#### What this task involves
What lines of the data below hold "roads"? Show them.

(Records Opens)

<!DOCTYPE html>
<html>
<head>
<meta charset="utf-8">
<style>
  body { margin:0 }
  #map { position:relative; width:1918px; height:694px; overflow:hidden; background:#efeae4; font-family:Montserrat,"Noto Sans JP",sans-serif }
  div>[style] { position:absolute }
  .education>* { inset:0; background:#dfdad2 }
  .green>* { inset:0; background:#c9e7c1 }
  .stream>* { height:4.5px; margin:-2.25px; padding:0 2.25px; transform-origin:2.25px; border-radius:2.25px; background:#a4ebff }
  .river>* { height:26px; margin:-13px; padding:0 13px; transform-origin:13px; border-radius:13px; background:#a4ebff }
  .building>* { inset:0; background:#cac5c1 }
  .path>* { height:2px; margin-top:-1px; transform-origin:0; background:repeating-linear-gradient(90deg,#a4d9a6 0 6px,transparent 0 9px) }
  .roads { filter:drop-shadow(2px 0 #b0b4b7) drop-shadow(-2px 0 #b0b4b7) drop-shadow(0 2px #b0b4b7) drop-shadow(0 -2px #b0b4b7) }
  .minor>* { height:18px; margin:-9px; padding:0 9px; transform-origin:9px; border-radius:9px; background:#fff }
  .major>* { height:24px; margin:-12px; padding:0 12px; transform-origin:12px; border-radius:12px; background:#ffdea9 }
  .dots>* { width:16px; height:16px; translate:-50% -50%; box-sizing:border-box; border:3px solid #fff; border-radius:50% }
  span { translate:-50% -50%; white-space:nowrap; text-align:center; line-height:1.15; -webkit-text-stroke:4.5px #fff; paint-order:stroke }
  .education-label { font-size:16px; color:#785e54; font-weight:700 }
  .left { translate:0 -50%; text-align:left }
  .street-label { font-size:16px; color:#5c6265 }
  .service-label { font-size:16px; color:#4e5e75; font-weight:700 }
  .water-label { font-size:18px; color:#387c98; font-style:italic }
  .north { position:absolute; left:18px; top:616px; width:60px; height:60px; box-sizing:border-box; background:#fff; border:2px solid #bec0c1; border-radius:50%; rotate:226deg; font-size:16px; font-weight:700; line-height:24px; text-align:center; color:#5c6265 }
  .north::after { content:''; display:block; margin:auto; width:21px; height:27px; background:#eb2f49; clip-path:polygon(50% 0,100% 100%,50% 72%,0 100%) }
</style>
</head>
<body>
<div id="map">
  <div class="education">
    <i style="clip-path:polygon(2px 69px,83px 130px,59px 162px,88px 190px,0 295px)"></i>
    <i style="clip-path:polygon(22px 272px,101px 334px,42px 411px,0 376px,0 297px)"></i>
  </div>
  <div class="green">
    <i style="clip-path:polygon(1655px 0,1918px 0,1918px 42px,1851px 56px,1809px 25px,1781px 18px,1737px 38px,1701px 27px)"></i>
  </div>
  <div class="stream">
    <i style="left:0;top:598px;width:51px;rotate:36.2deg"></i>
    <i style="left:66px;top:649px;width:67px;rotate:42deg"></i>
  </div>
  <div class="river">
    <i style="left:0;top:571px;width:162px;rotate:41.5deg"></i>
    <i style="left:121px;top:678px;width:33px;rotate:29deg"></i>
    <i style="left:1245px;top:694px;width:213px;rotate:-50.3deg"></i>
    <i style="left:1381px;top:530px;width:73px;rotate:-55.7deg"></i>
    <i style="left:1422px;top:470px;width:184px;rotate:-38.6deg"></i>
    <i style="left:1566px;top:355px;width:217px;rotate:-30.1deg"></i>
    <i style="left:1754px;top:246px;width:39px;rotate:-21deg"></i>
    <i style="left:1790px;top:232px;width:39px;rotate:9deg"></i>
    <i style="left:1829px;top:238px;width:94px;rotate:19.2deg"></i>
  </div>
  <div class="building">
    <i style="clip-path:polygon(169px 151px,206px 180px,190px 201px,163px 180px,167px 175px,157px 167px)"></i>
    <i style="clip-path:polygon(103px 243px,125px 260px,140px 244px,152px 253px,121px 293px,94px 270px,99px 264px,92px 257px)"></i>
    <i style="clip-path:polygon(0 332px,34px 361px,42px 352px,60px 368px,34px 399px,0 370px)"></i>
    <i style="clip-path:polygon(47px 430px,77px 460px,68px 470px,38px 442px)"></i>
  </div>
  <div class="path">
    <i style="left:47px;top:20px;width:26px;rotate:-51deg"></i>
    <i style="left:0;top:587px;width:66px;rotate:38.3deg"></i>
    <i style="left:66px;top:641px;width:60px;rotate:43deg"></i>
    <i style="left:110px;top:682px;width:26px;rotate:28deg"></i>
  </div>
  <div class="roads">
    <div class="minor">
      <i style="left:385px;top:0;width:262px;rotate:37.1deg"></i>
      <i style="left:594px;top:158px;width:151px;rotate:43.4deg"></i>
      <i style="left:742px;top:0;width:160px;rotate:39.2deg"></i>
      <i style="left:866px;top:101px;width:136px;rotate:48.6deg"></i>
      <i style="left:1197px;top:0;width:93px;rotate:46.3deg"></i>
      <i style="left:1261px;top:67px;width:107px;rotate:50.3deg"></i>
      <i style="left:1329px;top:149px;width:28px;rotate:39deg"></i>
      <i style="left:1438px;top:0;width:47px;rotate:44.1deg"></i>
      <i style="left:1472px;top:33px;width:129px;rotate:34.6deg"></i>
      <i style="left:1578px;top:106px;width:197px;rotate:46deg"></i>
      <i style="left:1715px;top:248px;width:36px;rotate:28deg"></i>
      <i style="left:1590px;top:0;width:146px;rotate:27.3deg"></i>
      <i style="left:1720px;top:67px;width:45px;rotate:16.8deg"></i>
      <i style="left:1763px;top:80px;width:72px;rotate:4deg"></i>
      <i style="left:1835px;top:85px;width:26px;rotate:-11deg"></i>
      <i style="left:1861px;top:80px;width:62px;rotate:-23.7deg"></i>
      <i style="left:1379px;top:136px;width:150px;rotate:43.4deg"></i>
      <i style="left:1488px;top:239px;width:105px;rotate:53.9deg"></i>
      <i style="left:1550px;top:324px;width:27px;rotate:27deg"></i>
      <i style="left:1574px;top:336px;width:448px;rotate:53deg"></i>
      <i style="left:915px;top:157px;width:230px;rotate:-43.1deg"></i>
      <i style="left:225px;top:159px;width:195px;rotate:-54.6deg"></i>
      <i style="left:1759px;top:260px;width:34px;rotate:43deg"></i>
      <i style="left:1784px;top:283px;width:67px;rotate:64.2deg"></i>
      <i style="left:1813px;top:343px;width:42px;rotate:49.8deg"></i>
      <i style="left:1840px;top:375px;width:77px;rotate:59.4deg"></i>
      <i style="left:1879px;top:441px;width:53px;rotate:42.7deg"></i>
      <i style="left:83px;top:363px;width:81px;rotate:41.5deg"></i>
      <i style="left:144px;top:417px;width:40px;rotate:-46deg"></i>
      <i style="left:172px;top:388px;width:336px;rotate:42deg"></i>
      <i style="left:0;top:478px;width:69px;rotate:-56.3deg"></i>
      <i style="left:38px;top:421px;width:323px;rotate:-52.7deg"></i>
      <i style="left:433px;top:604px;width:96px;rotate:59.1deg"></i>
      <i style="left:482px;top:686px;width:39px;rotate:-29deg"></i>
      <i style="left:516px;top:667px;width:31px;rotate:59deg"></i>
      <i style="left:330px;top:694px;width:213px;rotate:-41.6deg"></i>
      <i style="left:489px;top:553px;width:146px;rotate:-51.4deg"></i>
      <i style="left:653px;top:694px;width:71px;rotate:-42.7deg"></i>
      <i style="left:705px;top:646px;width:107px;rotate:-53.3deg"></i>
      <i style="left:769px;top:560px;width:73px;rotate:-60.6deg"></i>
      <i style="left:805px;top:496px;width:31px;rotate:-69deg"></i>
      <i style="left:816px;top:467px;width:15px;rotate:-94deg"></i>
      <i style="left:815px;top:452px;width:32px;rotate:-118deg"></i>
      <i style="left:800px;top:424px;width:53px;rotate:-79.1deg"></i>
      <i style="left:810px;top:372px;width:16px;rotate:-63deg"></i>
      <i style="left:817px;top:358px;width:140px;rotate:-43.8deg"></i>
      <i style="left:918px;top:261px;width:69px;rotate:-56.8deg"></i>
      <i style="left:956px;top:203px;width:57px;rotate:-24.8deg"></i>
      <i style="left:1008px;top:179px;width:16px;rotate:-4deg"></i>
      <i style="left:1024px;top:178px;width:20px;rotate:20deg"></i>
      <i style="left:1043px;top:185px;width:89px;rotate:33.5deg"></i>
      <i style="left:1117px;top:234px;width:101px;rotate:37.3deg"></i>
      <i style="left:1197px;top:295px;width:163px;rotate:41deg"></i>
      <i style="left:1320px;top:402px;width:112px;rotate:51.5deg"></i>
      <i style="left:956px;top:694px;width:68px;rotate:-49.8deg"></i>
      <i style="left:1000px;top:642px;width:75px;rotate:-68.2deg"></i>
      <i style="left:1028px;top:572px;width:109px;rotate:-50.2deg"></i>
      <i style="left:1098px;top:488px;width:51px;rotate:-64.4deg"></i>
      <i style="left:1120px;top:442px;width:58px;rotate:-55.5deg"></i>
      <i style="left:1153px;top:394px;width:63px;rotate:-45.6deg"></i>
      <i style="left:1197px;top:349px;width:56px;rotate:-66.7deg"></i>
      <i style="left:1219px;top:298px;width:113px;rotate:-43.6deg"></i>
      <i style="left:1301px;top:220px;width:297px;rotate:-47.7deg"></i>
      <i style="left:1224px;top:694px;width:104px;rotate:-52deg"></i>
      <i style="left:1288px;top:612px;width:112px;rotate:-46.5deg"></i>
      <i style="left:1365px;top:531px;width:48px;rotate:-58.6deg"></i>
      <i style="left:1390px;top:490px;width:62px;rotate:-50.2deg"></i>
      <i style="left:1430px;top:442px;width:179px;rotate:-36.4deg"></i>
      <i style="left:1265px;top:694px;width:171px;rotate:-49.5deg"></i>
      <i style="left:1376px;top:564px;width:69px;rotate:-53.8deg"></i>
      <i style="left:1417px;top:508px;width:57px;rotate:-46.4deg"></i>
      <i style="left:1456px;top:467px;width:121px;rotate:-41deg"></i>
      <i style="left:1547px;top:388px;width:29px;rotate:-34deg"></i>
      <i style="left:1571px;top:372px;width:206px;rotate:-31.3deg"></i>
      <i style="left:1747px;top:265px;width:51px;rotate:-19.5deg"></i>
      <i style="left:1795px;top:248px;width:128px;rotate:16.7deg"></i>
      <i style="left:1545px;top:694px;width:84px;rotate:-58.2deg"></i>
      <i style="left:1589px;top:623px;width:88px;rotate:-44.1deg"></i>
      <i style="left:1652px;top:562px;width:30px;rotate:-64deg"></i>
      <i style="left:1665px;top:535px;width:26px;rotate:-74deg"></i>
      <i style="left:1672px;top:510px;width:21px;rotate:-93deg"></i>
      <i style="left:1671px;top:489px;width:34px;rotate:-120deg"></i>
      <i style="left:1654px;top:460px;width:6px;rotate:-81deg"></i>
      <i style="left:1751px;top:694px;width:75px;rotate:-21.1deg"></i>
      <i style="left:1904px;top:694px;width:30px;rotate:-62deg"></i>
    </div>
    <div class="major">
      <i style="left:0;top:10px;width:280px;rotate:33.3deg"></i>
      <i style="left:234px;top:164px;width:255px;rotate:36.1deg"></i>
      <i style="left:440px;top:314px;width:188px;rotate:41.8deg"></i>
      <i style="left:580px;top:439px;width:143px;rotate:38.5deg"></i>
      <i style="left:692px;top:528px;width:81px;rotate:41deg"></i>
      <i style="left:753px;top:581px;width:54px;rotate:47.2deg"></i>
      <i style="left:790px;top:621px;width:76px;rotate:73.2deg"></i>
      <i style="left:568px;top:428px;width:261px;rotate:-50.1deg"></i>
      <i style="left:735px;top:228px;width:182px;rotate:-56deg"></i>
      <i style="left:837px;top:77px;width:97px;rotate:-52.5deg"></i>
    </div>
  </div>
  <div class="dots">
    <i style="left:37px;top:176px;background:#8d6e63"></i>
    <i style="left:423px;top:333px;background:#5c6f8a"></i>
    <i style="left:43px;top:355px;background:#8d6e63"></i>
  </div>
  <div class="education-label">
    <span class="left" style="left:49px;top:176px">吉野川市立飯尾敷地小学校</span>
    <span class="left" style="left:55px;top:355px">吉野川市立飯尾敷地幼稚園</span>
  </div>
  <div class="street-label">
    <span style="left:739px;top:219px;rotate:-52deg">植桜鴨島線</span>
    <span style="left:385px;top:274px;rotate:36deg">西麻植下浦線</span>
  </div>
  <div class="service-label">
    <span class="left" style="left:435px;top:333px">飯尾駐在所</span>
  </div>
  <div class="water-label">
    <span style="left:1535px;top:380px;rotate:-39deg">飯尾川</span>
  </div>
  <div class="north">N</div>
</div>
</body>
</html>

(Records Closes)

#### Answer to this exercise
  .roads { filter:drop-shadow(2px 0 #b0b4b7) drop-shadow(-2px 0 #b0b4b7) drop-shadow(0 2px #b0b4b7) drop-shadow(0 -2px #b0b4b7) }
  <div class="roads">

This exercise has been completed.